§ PROBLEM STATEMENT
Every line from the top of the records below through the one containing "filter:drop-shadow(2px 0 #938a7e)" must be copied exactly, and the pictures must not be.

(GIVEN DATA Opens)

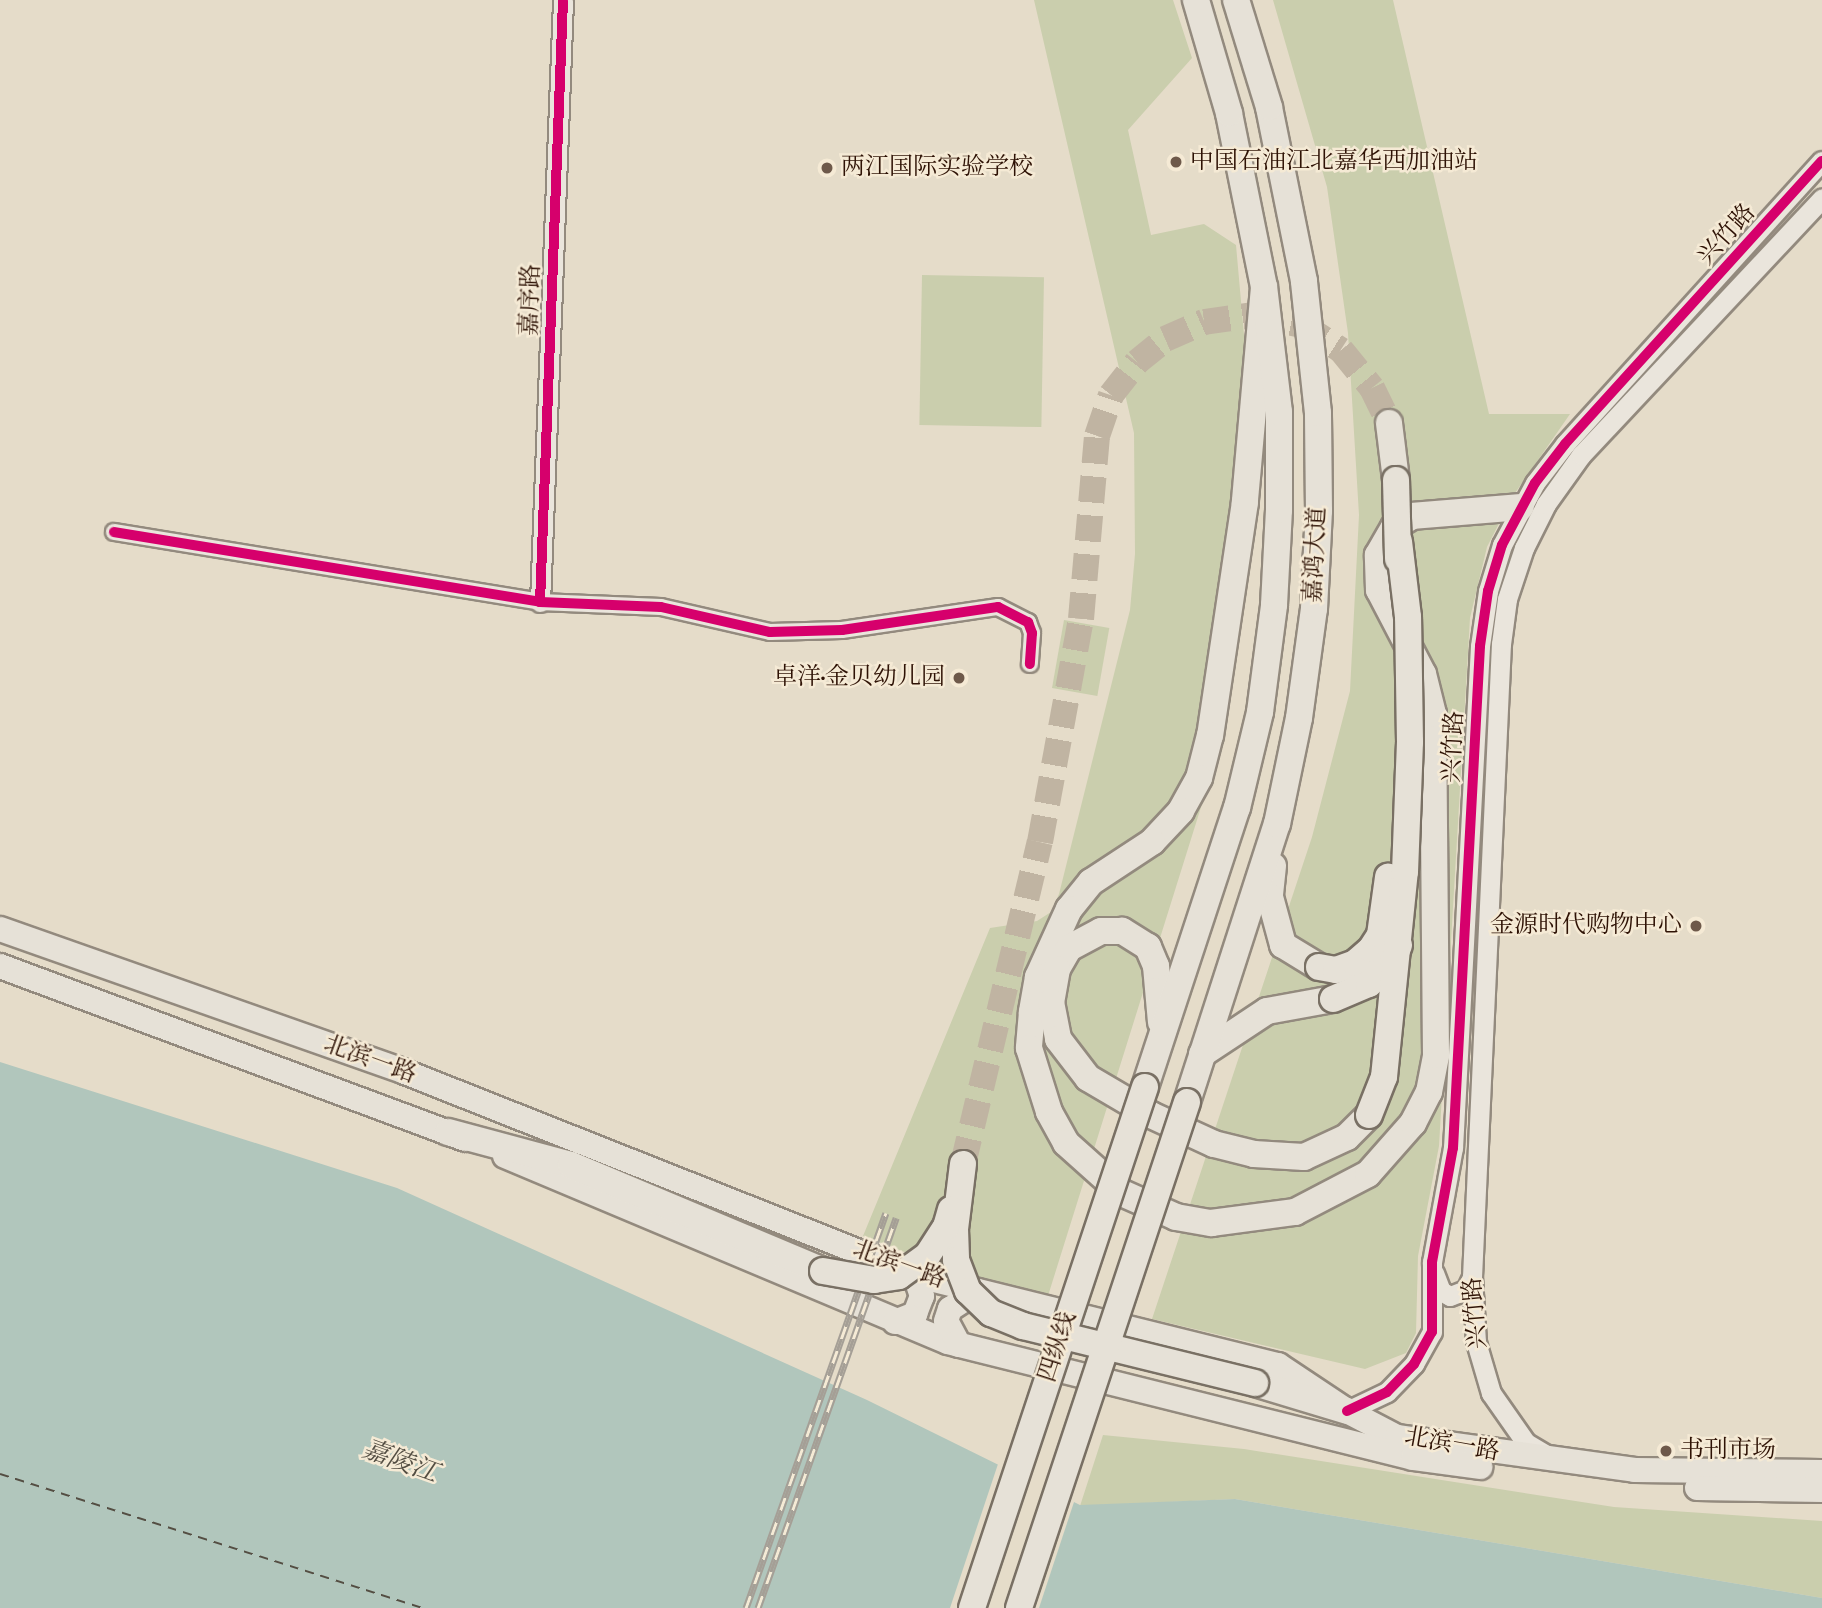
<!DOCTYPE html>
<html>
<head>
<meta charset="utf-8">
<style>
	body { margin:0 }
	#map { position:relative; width:1822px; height:1608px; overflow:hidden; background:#e5dcc9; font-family:"Libre Bodoni","Noto Serif SC",serif }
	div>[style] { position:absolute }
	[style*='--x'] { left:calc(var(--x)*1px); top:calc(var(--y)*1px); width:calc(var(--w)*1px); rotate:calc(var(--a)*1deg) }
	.green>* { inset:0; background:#cacead; transform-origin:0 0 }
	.water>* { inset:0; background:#b1c6bc }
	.pier>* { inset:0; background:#e5dcc9 }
	.ferry>* { height:2px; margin-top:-1px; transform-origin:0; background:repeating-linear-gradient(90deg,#544e43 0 9px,transparent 0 16px) }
	.trunk-tunnel>* { height:26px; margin-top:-13px; transform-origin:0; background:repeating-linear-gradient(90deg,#c0b4a2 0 26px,transparent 0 39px) }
	.roads { filter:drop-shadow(2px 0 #938a7e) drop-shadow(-2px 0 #938a7e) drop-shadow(0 2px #938a7e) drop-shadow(0 -2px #938a7e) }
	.minor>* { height:16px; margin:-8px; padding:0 8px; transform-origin:8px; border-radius:8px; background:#eae5dc }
	.tertiary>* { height:19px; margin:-9.5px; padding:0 9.5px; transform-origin:9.5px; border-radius:9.5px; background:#eae5dc }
	.primary>* { height:24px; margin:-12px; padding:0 12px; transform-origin:12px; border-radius:12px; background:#e6e1d7 }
	.trunk>* { height:26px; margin:-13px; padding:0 13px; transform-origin:13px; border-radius:13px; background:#e6e1d7 }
	.rail>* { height:7px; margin-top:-3.5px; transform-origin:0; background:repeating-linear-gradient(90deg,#f5ead5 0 13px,#a59f96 0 26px); box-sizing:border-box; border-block:2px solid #a59f96 }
	.bridges { filter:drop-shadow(2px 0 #797064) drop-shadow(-2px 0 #797064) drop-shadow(0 2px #797064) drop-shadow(0 -2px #797064) }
	.trunk-bridge>* { height:26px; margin:-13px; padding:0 13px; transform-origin:13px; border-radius:13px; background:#e6e1d7 }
	.cycleway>* { height:10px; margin:-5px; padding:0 5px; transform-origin:5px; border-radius:5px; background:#d6006c }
	.dots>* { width:19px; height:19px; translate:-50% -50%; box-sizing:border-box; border:4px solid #f5ead5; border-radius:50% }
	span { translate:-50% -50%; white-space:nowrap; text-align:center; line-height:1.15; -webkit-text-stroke:5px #f5ead5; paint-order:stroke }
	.poi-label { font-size:24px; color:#2e1205 }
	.left { translate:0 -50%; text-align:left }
	.right { translate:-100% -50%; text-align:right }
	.street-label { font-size:24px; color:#2e1205 }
	.water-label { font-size:26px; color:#544e43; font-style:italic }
</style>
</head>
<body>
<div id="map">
	<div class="green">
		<i style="clip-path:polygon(1034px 0,1173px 0,1192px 58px,1128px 130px,1151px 235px,1204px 224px,1236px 245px,1248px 380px,1212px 772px,1047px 1299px,980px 1281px,863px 1236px,990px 928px,1037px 921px,1051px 912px,1059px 894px,1130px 610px,1135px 554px,1134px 433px)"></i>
		<i style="clip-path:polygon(1273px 0,1393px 0,1489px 414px,1570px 414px,1513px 496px,1487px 547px,1470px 618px,1439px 1146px,1418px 1256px,1416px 1333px,1406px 1353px,1365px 1369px,1152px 1319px,1312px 837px,1350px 691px,1359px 515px,1348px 333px,1327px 187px)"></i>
		<i style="left:922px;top:275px;width:122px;height:150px;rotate:1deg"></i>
		<i style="left:1064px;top:620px;width:46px;height:69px;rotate:10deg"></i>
		<i style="clip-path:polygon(1103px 1435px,1244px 1449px,1614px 1507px,1822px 1521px,1822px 1598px,1235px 1499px,1080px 1506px)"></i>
	</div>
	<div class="water">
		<i style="clip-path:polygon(0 1062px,397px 1188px,867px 1400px,1080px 1505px,1235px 1499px,1822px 1598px,1822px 1608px,0 1608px)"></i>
	</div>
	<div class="pier">
		<i style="clip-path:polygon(999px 1461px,1075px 1499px,1039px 1608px,950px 1608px)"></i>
	</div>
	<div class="ferry">
		<i style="--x:0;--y:1474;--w:443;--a:17.6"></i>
	</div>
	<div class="trunk-tunnel">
		<i style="--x:963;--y:1164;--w:331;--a:-76.6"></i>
		<i style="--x:1040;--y:842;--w:227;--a:-79.6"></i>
		<i style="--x:1081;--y:619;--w:184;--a:-85"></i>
		<i style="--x:1097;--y:436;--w:43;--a:-71.1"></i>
		<i style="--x:1111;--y:395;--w:42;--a:-51.8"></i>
		<i style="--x:1137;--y:362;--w:36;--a:-39"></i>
		<i style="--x:1165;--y:339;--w:43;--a:-23.6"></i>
		<i style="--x:1204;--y:322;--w:49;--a:-8.1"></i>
		<i style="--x:1253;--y:315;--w:50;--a:11.5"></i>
		<i style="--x:1302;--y:325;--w:46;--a:32.7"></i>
		<i style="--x:1341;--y:350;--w:49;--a:50.8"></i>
		<i style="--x:1372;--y:388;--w:39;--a:64"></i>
	</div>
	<div class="roads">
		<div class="minor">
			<i style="--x:114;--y:532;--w:432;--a:9.3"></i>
			<i style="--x:540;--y:602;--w:121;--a:2.4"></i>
			<i style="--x:661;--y:607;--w:112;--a:12.9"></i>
			<i style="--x:770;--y:632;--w:72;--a:-1.6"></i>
			<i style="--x:842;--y:630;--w:158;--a:-8.4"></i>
			<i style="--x:998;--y:607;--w:34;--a:27"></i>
			<i style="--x:1028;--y:622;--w:12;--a:70"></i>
			<i style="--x:1032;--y:633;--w:31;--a:94"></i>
		</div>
		<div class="tertiary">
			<i style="--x:540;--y:602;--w:602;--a:-87.81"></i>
			<i style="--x:1434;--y:1273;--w:19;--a:69"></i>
			<i style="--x:1441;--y:1291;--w:10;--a:29"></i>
			<i style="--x:1450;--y:1296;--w:17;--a:-21"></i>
			<i style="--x:1466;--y:1290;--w:14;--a:-65"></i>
			<i style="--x:1347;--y:1411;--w:44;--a:-25.4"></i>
			<i style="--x:1387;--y:1392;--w:39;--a:-46"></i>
			<i style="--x:1414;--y:1364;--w:37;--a:-61"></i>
			<i style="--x:1432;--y:1332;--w:70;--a:-90"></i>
			<i style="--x:1432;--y:1262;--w:116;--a:-79.6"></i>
			<i style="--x:1453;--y:1148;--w:503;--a:-86.92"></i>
			<i style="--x:1480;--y:646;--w:56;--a:-81.7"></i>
			<i style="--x:1488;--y:591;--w:48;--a:-73.1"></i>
			<i style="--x:1502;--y:545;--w:70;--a:-62"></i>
			<i style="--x:1535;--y:483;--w:49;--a:-52.4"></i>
			<i style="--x:1565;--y:444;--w:382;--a:-47.8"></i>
			<i style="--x:1548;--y:1456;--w:26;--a:-149"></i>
			<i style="--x:1526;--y:1443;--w:61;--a:-125"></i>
			<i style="--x:1491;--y:1393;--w:53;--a:-106.4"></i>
			<i style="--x:1476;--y:1342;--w:65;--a:-93.5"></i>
			<i style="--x:1472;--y:1277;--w:634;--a:-87.38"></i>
			<i style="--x:1501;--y:644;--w:45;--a:-82.4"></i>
			<i style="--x:1507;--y:599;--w:54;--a:-71.6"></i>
			<i style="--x:1524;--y:548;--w:49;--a:-63.4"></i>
			<i style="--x:1546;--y:504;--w:60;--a:-54.5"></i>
			<i style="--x:1581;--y:455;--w:352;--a:-46.8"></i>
		</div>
		<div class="primary">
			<i style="--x:0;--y:929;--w:430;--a:19.4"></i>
			<i style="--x:405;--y:1072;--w:556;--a:21.63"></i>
			<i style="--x:922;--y:1277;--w:367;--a:13.9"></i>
			<i style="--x:1278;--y:1365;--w:83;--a:33.7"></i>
			<i style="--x:1347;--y:1411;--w:56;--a:27.5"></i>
			<i style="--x:1397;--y:1437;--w:240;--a:7.9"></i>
			<i style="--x:1635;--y:1470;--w:187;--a:0.6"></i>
			<i style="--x:0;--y:966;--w:496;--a:20.4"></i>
			<i style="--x:505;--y:1156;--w:480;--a:22.8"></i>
			<i style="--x:948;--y:1342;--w:479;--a:14"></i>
			<i style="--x:1413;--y:1458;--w:68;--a:7.7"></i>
			<i style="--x:895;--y:1322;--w:22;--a:-22"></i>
			<i style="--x:915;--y:1314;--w:19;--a:-69"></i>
			<i style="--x:922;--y:1296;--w:24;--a:-109"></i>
			<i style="--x:959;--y:1345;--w:27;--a:-118"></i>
			<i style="--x:946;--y:1321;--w:13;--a:-72"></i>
			<i style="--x:950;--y:1309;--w:33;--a:-33"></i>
			<i style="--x:1697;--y:1488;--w:125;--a:0.9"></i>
		</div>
		<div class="trunk">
			<i style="--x:1264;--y:287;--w:216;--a:95.1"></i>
			<i style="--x:1245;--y:502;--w:236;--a:98.5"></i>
			<i style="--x:1210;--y:735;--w:44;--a:104.3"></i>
			<i style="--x:1199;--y:778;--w:38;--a:119"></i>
			<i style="--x:1181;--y:811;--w:42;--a:133.1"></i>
			<i style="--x:1152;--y:842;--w:73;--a:146.7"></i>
			<i style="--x:1091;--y:882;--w:35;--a:129"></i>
			<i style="--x:1069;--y:909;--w:75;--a:114.5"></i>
			<i style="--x:1038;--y:977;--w:36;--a:100"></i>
			<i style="--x:1032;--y:1012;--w:36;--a:95"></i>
			<i style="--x:1029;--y:1048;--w:67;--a:72.6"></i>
			<i style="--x:1049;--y:1112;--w:35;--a:61"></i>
			<i style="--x:1066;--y:1143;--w:75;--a:41.8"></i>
			<i style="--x:1122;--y:1193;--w:59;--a:24"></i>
			<i style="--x:1176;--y:1217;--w:36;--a:10"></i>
			<i style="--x:1211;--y:1223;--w:85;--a:-7.5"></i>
			<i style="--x:1295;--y:1212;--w:82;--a:-27.5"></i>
			<i style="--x:1368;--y:1174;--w:68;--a:-48.6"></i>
			<i style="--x:1413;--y:1123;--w:35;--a:-63"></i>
			<i style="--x:1429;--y:1092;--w:38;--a:-79"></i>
			<i style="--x:1436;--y:1055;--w:341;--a:-90.5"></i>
			<i style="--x:1433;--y:714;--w:41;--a:-104"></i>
			<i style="--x:1423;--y:674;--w:95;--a:-117.6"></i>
			<i style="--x:1379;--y:590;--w:35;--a:-92"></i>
			<i style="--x:1378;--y:555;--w:32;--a:-60"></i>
			<i style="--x:1394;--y:527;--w:21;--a:-31"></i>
			<i style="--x:1412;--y:516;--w:109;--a:-4.7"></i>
			<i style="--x:1389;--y:423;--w:57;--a:83"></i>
			<i style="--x:1273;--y:866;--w:31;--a:96"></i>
			<i style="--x:1270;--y:897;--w:50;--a:74.8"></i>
			<i style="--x:1283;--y:945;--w:42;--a:31.4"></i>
			<i style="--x:1161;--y:1022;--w:56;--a:-95.1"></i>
			<i style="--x:1156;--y:966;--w:21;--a:-113"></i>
			<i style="--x:1148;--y:947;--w:31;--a:-148"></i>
			<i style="--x:1122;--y:931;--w:21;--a:180"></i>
			<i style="--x:1101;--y:931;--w:36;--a:152"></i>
			<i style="--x:1069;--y:948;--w:24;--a:120"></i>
			<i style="--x:1057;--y:969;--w:34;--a:100"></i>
			<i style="--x:1051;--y:1002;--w:38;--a:79"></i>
			<i style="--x:1058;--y:1039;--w:49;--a:52.4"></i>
			<i style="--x:1088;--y:1078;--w:73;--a:30.4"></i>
			<i style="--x:1151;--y:1115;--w:69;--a:24.7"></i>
			<i style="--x:1214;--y:1144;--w:41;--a:14"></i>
			<i style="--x:1254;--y:1154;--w:50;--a:3.4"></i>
			<i style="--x:1304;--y:1157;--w:47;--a:-24.9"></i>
			<i style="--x:1347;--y:1137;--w:31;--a:-45"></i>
			<i style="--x:1202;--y:1054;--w:78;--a:-33.5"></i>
			<i style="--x:1267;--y:1011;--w:67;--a:-10.3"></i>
			<i style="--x:1145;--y:1087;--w:294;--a:-71.8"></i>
			<i style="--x:1237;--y:808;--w:99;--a:-76.5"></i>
			<i style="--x:1260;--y:712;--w:108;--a:-82.5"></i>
			<i style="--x:1274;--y:605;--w:95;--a:-87"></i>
			<i style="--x:1279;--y:510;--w:98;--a:-90"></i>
			<i style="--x:1279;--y:412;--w:126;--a:-96.8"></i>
			<i style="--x:1264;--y:287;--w:177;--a:-101.4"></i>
			<i style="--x:1229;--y:113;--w:118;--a:-106.3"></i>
			<i style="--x:1187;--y:1102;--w:292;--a:-72.1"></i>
			<i style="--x:1277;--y:824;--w:108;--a:-78.3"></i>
			<i style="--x:1299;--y:718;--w:110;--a:-82.2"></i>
			<i style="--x:1314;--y:609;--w:98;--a:-87.1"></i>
			<i style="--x:1319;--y:511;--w:98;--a:-90.6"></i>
			<i style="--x:1318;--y:413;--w:133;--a:-96.1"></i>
			<i style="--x:1304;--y:281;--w:177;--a:-101.4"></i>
			<i style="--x:1269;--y:107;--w:112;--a:-107.1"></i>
			<i style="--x:448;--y:1132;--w:127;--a:15"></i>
			<i style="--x:571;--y:1165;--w:273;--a:22.8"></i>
			<i style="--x:1255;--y:1383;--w:96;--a:16.9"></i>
		</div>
	</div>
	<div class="rail">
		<i style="--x:746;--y:1608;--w:419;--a:-70.5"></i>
		<i style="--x:758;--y:1608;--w:414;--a:-70.5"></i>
	</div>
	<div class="bridges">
		<div class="trunk-bridge">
			<i style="--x:1396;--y:480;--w:79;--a:88.5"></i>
			<i style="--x:1319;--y:967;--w:17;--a:10"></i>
			<i style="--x:1336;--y:970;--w:20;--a:-20"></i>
			<i style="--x:1355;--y:963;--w:21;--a:-41"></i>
			<i style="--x:1371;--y:949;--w:17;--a:-57"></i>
			<i style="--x:1380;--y:935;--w:59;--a:-82.1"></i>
			<i style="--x:1333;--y:999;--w:39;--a:-23"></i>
			<i style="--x:1369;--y:984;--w:34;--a:-45"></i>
			<i style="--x:1393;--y:960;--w:16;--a:-68"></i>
			<i style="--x:1369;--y:1115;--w:41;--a:-68.5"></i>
			<i style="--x:1384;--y:1077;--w:206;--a:-84.2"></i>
			<i style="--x:1405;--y:872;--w:130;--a:-87.8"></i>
			<i style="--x:1410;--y:742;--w:125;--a:-90.9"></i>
			<i style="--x:1408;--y:617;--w:76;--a:-96.8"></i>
			<i style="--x:963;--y:1164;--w:65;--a:97"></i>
			<i style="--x:955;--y:1229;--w:31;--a:88"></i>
			<i style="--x:956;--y:1260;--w:33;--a:69"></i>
			<i style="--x:968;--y:1291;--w:32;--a:44"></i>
			<i style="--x:991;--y:1313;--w:35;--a:22"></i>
			<i style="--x:1023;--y:1326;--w:239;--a:13.8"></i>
			<i style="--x:823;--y:1271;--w:52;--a:10"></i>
			<i style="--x:874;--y:1280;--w:25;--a:-9"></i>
			<i style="--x:899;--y:1276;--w:34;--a:-36"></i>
			<i style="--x:927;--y:1256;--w:35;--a:-57"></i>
			<i style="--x:946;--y:1227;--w:18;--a:-74"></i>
			<i style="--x:972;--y:1608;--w:549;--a:-71.63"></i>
			<i style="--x:1019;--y:1608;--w:533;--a:-71.63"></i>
		</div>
	</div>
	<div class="cycleway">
		<i style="--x:114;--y:532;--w:432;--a:9.3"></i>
		<i style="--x:540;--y:602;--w:121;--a:2.4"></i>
		<i style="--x:661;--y:607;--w:112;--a:12.9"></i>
		<i style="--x:770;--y:632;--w:72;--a:-1.6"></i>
		<i style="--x:842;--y:630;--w:158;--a:-8.4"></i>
		<i style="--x:998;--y:607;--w:34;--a:27"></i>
		<i style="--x:1028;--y:622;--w:12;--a:70"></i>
		<i style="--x:1032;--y:633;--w:31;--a:94"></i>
		<i style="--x:540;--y:602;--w:602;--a:-87.81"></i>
		<i style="--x:1347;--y:1411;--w:44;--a:-25.4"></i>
		<i style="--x:1387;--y:1392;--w:39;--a:-46"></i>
		<i style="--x:1414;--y:1364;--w:37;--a:-61"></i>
		<i style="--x:1432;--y:1332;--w:70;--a:-90"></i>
		<i style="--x:1432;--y:1262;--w:116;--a:-79.6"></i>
		<i style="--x:1453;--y:1148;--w:503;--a:-86.92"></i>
		<i style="--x:1480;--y:646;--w:56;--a:-81.7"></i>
		<i style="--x:1488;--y:591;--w:48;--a:-73.1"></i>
		<i style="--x:1502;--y:545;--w:70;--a:-62"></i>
		<i style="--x:1535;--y:483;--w:49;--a:-52.4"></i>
		<i style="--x:1565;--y:444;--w:382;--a:-47.8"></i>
	</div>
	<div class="dots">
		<i style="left:1176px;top:162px;background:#6e594a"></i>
		<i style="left:827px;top:168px;background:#6e594a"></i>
		<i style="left:959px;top:678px;background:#6e594a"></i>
		<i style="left:1696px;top:926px;background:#6e594a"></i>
		<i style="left:1666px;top:1451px;background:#6e594a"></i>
	</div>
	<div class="poi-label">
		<span class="left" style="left:1190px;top:162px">中国石油江北嘉华西加油站</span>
		<span class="left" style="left:841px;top:168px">两江国际实验学校</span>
		<span class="right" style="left:945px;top:678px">卓洋·金贝幼儿园</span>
		<span class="right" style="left:1682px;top:926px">金源时代购物中心</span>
		<span class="left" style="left:1680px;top:1451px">书刊市场</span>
	</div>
	<div class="street-label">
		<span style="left:1727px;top:235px;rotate:-48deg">兴竹路</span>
		<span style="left:531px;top:300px;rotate:-88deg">嘉序路</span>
		<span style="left:1316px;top:555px;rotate:-87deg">嘉鸿大道</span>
		<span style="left:1454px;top:747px;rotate:-87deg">兴竹路</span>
		<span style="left:370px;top:1060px;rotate:20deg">北滨一路</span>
		<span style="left:899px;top:1265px;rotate:20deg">北滨一路</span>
		<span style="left:1476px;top:1313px;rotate:-95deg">兴竹路</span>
		<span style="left:1058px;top:1347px;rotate:-72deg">四纵线</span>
		<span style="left:1452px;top:1445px;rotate:10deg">北滨一路</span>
	</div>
	<div class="water-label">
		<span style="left:400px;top:1462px;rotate:20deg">嘉陵江</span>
	</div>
</div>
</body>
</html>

(GIVEN DATA Closes)

§ TASK RESULT
<!DOCTYPE html>
<html>
<head>
<meta charset="utf-8">
<style>
	body { margin:0 }
	#map { position:relative; width:1822px; height:1608px; overflow:hidden; background:#e5dcc9; font-family:"Libre Bodoni","Noto Serif SC",serif }
	div>[style] { position:absolute }
	[style*='--x'] { left:calc(var(--x)*1px); top:calc(var(--y)*1px); width:calc(var(--w)*1px); rotate:calc(var(--a)*1deg) }
	.green>* { inset:0; background:#cacead; transform-origin:0 0 }
	.water>* { inset:0; background:#b1c6bc }
	.pier>* { inset:0; background:#e5dcc9 }
	.ferry>* { height:2px; margin-top:-1px; transform-origin:0; background:repeating-linear-gradient(90deg,#544e43 0 9px,transparent 0 16px) }
	.trunk-tunnel>* { height:26px; margin-top:-13px; transform-origin:0; background:repeating-linear-gradient(90deg,#c0b4a2 0 26px,transparent 0 39px) }
	.roads { filter:drop-shadow(2px 0 #938a7e) drop-shadow(-2px 0 #938a7e) drop-shadow(0 2px #938a7e) drop-shadow(0 -2px #938a7e) }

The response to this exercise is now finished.